Anyway, one of the stats Nicholson used to build a case that America was still highly illiterate in science was that more than 40% of Americans see astrology as highly scientific.  Which is a crazy stat when you think about it.  Astrology is so not mainstream, or acceptable to bring up in conversation in almost any public context besides dates, yet more than 40% of Americans think it's "highly scientific"  I don't know what the definition of "highly scientific" is, as opposed to just normally scientific, but I will say that anyone who has ever had their birth chart read  is blown away with the accuracy of the readings, and after having mine read, and I've spent hours and hours dissecting mine lately, I can't say enough about the value of having it read. 

In my opinion-- and the Greek philosophers agree with me here, so I think I'm in good company-- if you don't know yourself, your knowledge that you've accumulated is dust in the wind.  "Know Yourself" was incribed in one of the pillars at the Temple of Apollo at Delphi, which forms the basis of the Western tradition itself.  Science came later with Aristotle's drive for objectivity and logic, but Aristotle was definitely informed in his studies by the Delphic Oracle: "Knowing thyself is the beginning of all wisdom", he said.  I don't want to be put in a position of having to defend astrology, as it's the Enneagram that's my first love, but I mean, the West does have a fascinating mystic tradition that deeply informs us about our nature as human beings, as well as a scientific tradition that is just as honorable, but gets all the attention.  Both, in my opinion, need to share the spotlight. 
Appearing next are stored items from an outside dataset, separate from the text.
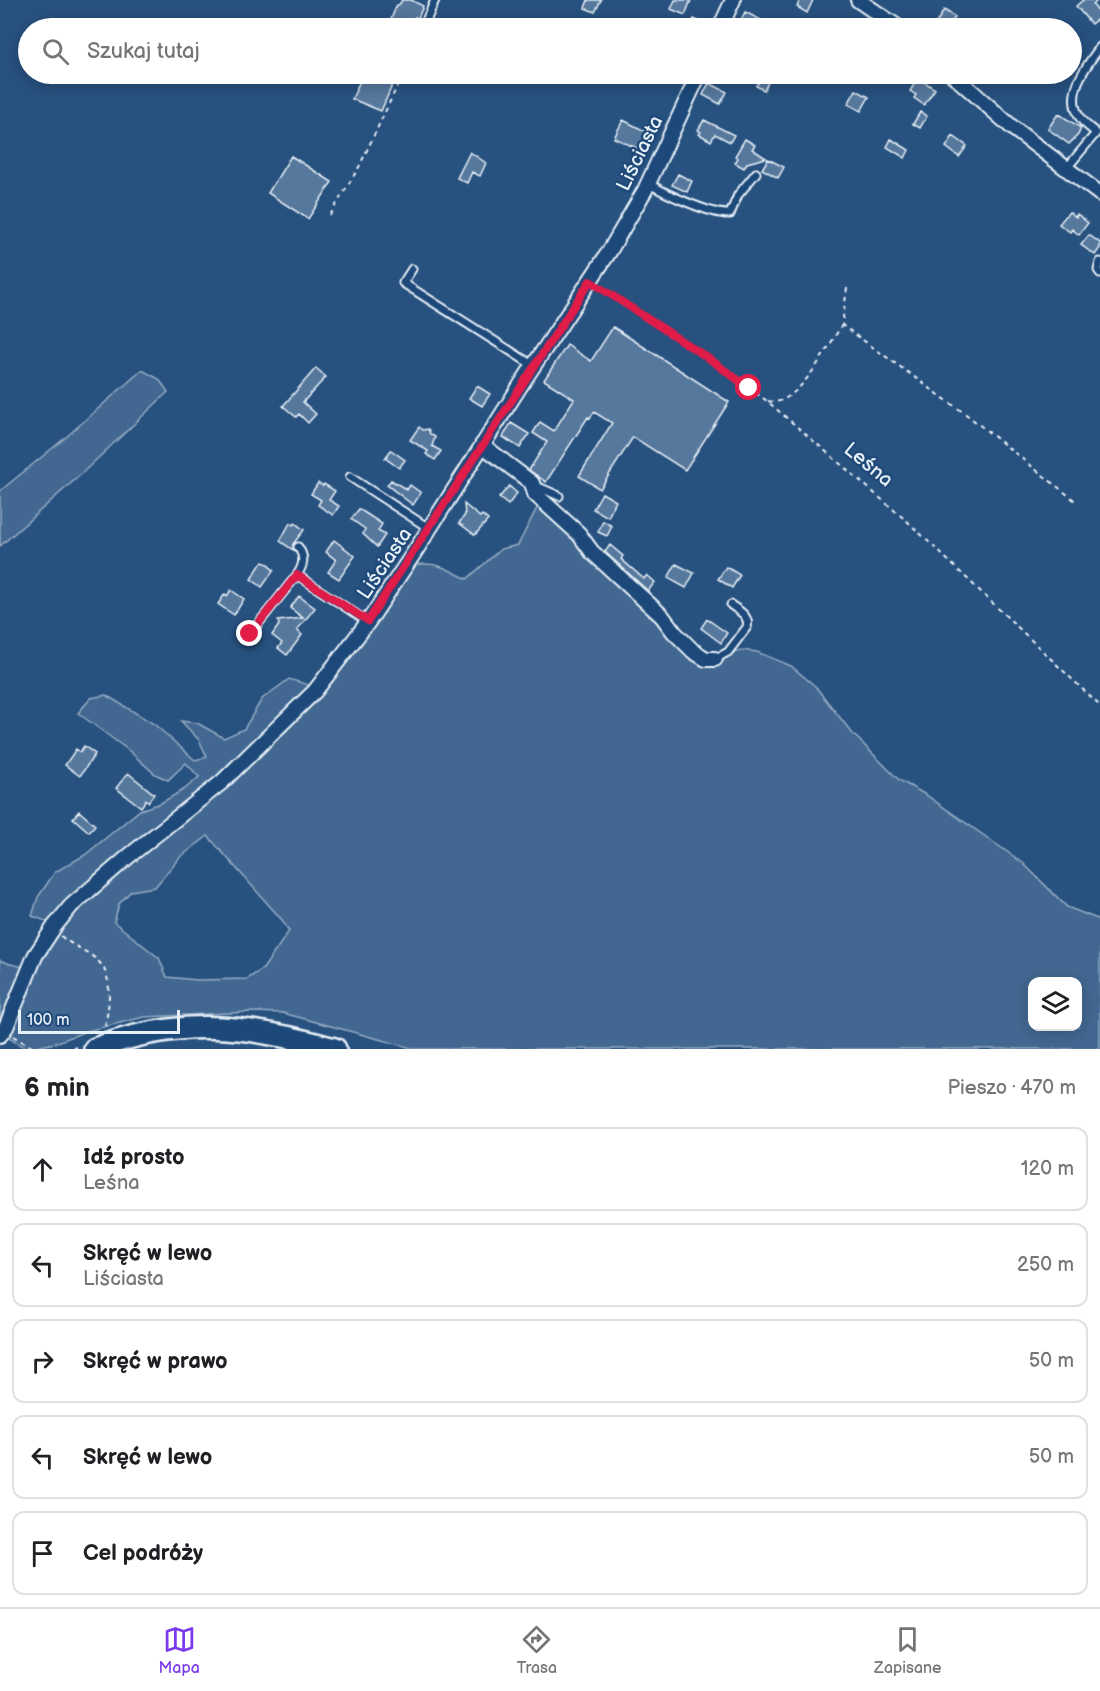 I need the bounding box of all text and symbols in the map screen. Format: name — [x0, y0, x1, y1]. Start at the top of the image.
search box — [18, 18, 1082, 84]
icon: search — [39, 35, 72, 68]
text: Szukaj tutaj — [87, 38, 200, 65]
street label: Liściasta — [611, 112, 668, 195]
route start — [735, 374, 761, 400]
street label: Leśna — [839, 437, 898, 492]
street label: Liściasta — [352, 523, 417, 604]
route end — [236, 620, 262, 646]
map controls — [1028, 977, 1082, 1031]
button: layers — [1028, 977, 1082, 1031]
scale bar — [18, 1007, 180, 1034]
text: 100 m — [27, 1011, 70, 1030]
text: 6 min — [24, 1073, 90, 1104]
text: Pieszo · 470 m — [948, 1076, 1076, 1100]
text: Idź prosto — [83, 1144, 185, 1171]
icon: ahead — [26, 1153, 59, 1186]
text: 120 m — [1021, 1157, 1074, 1181]
text: Leśna — [83, 1171, 140, 1195]
text: Skręć w lewo — [83, 1240, 212, 1267]
icon: left — [26, 1249, 59, 1282]
text: 250 m — [1017, 1253, 1074, 1277]
text: Liściasta — [83, 1267, 164, 1291]
icon: right — [26, 1345, 59, 1378]
text: Skręć w prawo — [83, 1348, 228, 1375]
text: 50 m — [1029, 1349, 1074, 1373]
icon: left — [26, 1441, 59, 1474]
text: Skręć w lewo — [83, 1444, 212, 1471]
text: 50 m — [1029, 1445, 1074, 1469]
icon: arrive — [26, 1537, 59, 1570]
text: Cel podróży — [83, 1540, 203, 1567]
tab: Mapa — [159, 1623, 200, 1678]
tab: Trasa — [517, 1623, 557, 1678]
tab: Zapisane — [874, 1623, 941, 1678]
Until there's a marriage between science and mysticism, the West will continue to struggle with terrorism, global warming, racism, and disease.  We not only need more informed people, we need wiser people who are self-aware and emotionally intelligent to solve these problems. 

DeGrasse Tyson's rejection of astrology in his discussion at SXSW reminds me that he's an Enneagram Type 8, one of the dominant traits of this type being skepticism and a categorical dismissal of anything that appears weak of "fluffy", and it just shows what you can miss out on when you're identified with the personality.  In essence, he's proving his own point that when you don't know the facts, you're subject to being led astray.  Astrology, the Enneagram, whatever: the whole Western mystic tradition helps you come home to yourself.  Knowing astrophysics without knowing yourself is cool for a while until life comes crashing down on your personal life or whatever kind of mid-life crisis elicits your soul-searching.  (By the way, I love DeGrasse-Tyson and have a TON of respect for what he does.  I just wish we saw eye-to-eye on this subject, and I don't wish him any crises- I just hope he has ears to hear when life does throw him a curve ball.)

I'm proud that my course offers both scientific lenses on the self (astronomy and neurobiology) and mystic lenses on the self: Astrology, the Enneagram.  Both are crucial for a integrated view on the world.  It is going to blow some minds, people.  I'm very excited.